▶ **Saved entries**

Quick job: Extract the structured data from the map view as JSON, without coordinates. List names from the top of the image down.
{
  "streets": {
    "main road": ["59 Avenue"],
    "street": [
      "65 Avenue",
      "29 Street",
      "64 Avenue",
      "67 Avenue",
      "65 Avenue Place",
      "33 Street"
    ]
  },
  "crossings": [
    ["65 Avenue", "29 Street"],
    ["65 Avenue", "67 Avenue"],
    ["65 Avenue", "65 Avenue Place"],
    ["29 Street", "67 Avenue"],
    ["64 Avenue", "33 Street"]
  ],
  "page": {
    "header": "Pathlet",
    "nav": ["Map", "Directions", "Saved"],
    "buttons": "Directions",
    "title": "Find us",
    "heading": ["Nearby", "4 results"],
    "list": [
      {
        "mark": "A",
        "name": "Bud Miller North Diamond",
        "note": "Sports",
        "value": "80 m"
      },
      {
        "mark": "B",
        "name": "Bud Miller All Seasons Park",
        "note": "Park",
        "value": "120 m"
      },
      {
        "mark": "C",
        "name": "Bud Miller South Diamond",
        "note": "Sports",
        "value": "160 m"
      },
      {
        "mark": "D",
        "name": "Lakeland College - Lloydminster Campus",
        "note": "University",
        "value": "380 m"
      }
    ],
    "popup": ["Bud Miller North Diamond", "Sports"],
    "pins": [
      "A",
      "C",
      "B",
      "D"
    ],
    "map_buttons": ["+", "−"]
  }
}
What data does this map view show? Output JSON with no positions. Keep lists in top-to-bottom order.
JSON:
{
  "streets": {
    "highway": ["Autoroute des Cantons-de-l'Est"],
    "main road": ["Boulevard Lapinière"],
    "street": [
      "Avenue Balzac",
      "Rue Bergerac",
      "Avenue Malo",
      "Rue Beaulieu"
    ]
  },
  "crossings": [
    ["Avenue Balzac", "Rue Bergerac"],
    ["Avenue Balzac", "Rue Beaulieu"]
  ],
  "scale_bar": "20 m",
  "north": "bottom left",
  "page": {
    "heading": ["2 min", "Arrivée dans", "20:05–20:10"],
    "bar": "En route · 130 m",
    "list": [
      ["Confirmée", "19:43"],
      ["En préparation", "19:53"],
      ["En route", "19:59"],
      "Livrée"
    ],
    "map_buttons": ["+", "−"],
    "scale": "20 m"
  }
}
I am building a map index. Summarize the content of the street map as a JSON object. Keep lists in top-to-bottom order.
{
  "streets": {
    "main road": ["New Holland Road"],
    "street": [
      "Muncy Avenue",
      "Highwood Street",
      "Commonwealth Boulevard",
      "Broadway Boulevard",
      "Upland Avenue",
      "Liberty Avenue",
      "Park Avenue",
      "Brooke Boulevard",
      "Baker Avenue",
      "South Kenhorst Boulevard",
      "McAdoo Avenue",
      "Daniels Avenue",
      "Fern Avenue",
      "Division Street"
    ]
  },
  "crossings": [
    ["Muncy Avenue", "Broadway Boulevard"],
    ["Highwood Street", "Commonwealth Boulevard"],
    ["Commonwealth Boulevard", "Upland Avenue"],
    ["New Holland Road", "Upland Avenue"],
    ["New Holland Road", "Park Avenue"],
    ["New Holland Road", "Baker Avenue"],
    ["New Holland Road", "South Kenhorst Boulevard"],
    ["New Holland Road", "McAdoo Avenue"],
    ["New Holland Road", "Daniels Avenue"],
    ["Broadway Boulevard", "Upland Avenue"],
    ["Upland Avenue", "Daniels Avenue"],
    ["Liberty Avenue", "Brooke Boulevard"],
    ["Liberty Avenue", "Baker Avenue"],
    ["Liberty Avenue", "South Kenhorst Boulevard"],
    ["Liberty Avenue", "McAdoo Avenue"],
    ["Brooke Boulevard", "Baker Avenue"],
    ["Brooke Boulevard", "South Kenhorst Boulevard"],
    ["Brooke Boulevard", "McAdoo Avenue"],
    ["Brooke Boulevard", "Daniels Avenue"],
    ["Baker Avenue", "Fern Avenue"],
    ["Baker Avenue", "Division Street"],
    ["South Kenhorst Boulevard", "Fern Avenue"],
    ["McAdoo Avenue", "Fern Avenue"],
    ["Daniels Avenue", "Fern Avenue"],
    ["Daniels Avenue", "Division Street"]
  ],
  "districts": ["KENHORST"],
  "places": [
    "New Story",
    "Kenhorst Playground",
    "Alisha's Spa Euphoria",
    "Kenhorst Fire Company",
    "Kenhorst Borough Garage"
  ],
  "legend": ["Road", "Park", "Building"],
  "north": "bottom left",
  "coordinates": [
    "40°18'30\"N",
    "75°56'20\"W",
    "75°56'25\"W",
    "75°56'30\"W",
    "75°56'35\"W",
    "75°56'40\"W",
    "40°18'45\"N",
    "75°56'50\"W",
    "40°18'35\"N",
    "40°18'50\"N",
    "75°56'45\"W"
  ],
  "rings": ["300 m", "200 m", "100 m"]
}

▶ **Brief**
The records above are to be transcribed exactly and completely.

▶ **Written answer**
Quick job: Extract the structured data from the map view as JSON, without coordinates. List names from the top of the image down.
{
  "streets": {
    "main road": ["59 Avenue"],
    "street": [
      "65 Avenue",
      "29 Street",
      "64 Avenue",
      "67 Avenue",
      "65 Avenue Place",
      "33 Street"
    ]
  },
  "crossings": [
    ["65 Avenue", "29 Street"],
    ["65 Avenue", "67 Avenue"],
    ["65 Avenue", "65 Avenue Place"],
    ["29 Street", "67 Avenue"],
    ["64 Avenue", "33 Street"]
  ],
  "page": {
    "header": "Pathlet",
    "nav": ["Map", "Directions", "Saved"],
    "buttons": "Directions",
    "title": "Find us",
    "heading": ["Nearby", "4 results"],
    "list": [
      {
        "mark": "A",
        "name": "Bud Miller North Diamond",
        "note": "Sports",
        "value": "80 m"
      },
      {
        "mark": "B",
        "name": "Bud Miller All Seasons Park",
        "note": "Park",
        "value": "120 m"
      },
      {
        "mark": "C",
        "name": "Bud Miller South Diamond",
        "note": "Sports",
        "value": "160 m"
      },
      {
        "mark": "D",
        "name": "Lakeland College - Lloydminster Campus",
        "note": "University",
        "value": "380 m"
      }
    ],
    "popup": ["Bud Miller North Diamond", "Sports"],
    "pins": [
      "A",
      "C",
      "B",
      "D"
    ],
    "map_buttons": ["+", "−"]
  }
}
What data does this map view show? Output JSON with no positions. Keep lists in top-to-bottom order.
JSON:
{
  "streets": {
    "highway": ["Autoroute des Cantons-de-l'Est"],
    "main road": ["Boulevard Lapinière"],
    "street": [
      "Avenue Balzac",
      "Rue Bergerac",
      "Avenue Malo",
      "Rue Beaulieu"
    ]
  },
  "crossings": [
    ["Avenue Balzac", "Rue Bergerac"],
    ["Avenue Balzac", "Rue Beaulieu"]
  ],
  "scale_bar": "20 m",
  "north": "bottom left",
  "page": {
    "heading": ["2 min", "Arrivée dans", "20:05–20:10"],
    "bar": "En route · 130 m",
    "list": [
      ["Confirmée", "19:43"],
      ["En préparation", "19:53"],
      ["En route", "19:59"],
      "Livrée"
    ],
    "map_buttons": ["+", "−"],
    "scale": "20 m"
  }
}
I am building a map index. Summarize the content of the street map as a JSON object. Keep lists in top-to-bottom order.
{
  "streets": {
    "main road": ["New Holland Road"],
    "street": [
      "Muncy Avenue",
      "Highwood Street",
      "Commonwealth Boulevard",
      "Broadway Boulevard",
      "Upland Avenue",
      "Liberty Avenue",
      "Park Avenue",
      "Brooke Boulevard",
      "Baker Avenue",
      "South Kenhorst Boulevard",
      "McAdoo Avenue",
      "Daniels Avenue",
      "Fern Avenue",
      "Division Street"
    ]
  },
  "crossings": [
    ["Muncy Avenue", "Broadway Boulevard"],
    ["Highwood Street", "Commonwealth Boulevard"],
    ["Commonwealth Boulevard", "Upland Avenue"],
    ["New Holland Road", "Upland Avenue"],
    ["New Holland Road", "Park Avenue"],
    ["New Holland Road", "Baker Avenue"],
    ["New Holland Road", "South Kenhorst Boulevard"],
    ["New Holland Road", "McAdoo Avenue"],
    ["New Holland Road", "Daniels Avenue"],
    ["Broadway Boulevard", "Upland Avenue"],
    ["Upland Avenue", "Daniels Avenue"],
    ["Liberty Avenue", "Brooke Boulevard"],
    ["Liberty Avenue", "Baker Avenue"],
    ["Liberty Avenue", "South Kenhorst Boulevard"],
    ["Liberty Avenue", "McAdoo Avenue"],
    ["Brooke Boulevard", "Baker Avenue"],
    ["Brooke Boulevard", "South Kenhorst Boulevard"],
    ["Brooke Boulevard", "McAdoo Avenue"],
    ["Brooke Boulevard", "Daniels Avenue"],
    ["Baker Avenue", "Fern Avenue"],
    ["Baker Avenue", "Division Street"],
    ["South Kenhorst Boulevard", "Fern Avenue"],
    ["McAdoo Avenue", "Fern Avenue"],
    ["Daniels Avenue", "Fern Avenue"],
    ["Daniels Avenue", "Division Street"]
  ],
  "districts": ["KENHORST"],
  "places": [
    "New Story",
    "Kenhorst Playground",
    "Alisha's Spa Euphoria",
    "Kenhorst Fire Company",
    "Kenhorst Borough Garage"
  ],
  "legend": ["Road", "Park", "Building"],
  "north": "bottom left",
  "coordinates": [
    "40°18'30\"N",
    "75°56'20\"W",
    "75°56'25\"W",
    "75°56'30\"W",
    "75°56'35\"W",
    "75°56'40\"W",
    "40°18'45\"N",
    "75°56'50\"W",
    "40°18'35\"N",
    "40°18'50\"N",
    "75°56'45\"W"
  ],
  "rings": ["300 m", "200 m", "100 m"]
}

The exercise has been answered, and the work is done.